In the implementation of the BiFPN module, feature fusion is accomplished through multiple convolution operations and weighted summation. During each feature fusion step, features from different levels are weighted through both top-down and bottom-up operations, with the weights continuously adjusted throughout the fusion process, ultimately resulting in a refined and efficient multi-scale feature representation. Incorporating the BiFPN module in the neck optimizes the importance of different input features through learnable weights. This dynamic optimization mechanism greatly improves the multi-scale feature fusion efficiency, enabling the model to better handle the challenges of varying ship densities, weather conditions, and lighting in real-world applications, thereby enhancing the model’s robustness. The structure diagram of the BiFPN module is shown in Fig 4.

2.5. YOLO-HPSD

This study proposes the YOLO-HPSD algorithm, which integrates several improvements to further enhance the performance of YOLOv10 in ship target detection tasks. The specific improvements are as follows:

  1. (1). The C2F module in the backbone is replaced with the C2F_iAFF module. This integration enables iterative attention feature fusion, allowing dynamic weighted selection during the feature fusion process. This enhancement improves the model’s ability to handle features at different scales. Additionally, the iterative optimization of fusion weights strengthens the model’s ability to recognize fine details in complex backgrounds.
  2. (2). The MLCB is introduced after the C2F module and C2FCIB module in the neck of the network.

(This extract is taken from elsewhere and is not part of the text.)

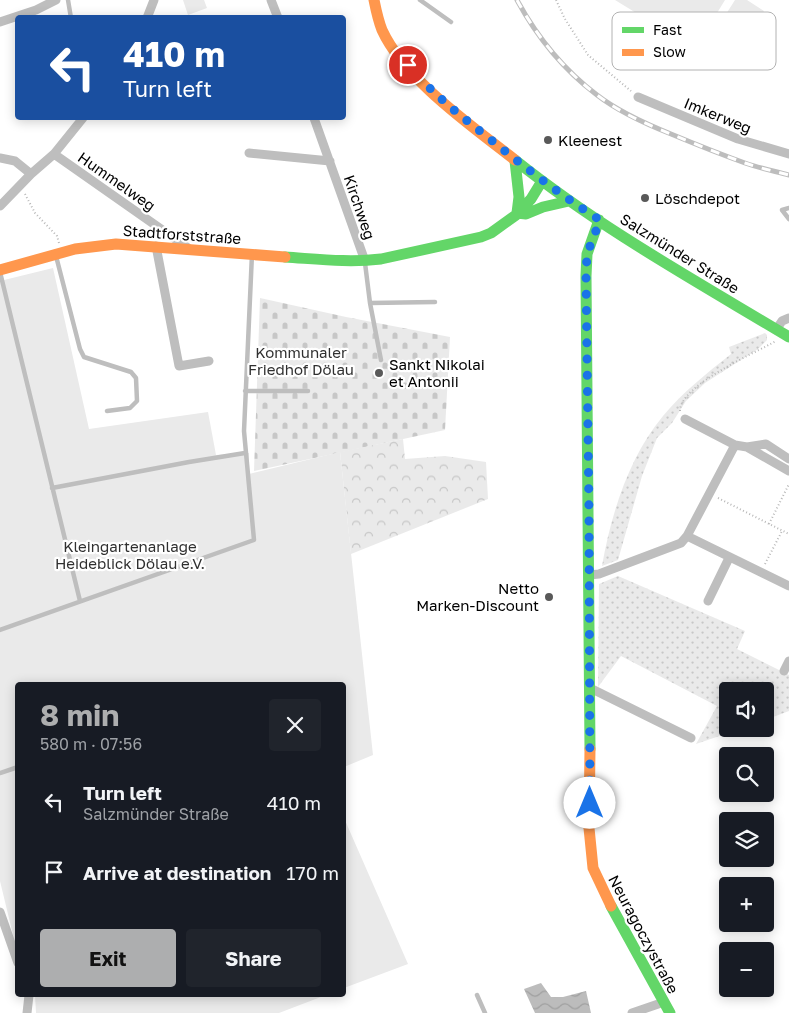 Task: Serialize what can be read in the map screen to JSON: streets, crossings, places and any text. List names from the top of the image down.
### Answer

MLCB enhances the model’s capacity to learn both channel and spatial information. By combining local and global information, the model is able to focus more accurately on important regions of the image, improving its sensitivity to details and further boosting its feature extraction and expression capabilities.
  3. (3). The BiFPN module is added after the connection operations in the network’s neck. By introducing learnable weights, BiFPN optimizes the importance of different input features, strengthening the bidirectional fusion of multi-scale features. While enhancing the model’s feature representation capabilities, BiFPN also ensures computational efficiency, allowing YOLO-HPSD to maintain high accuracy while improving computational efficiency, making it suitable for resource-constrained environments.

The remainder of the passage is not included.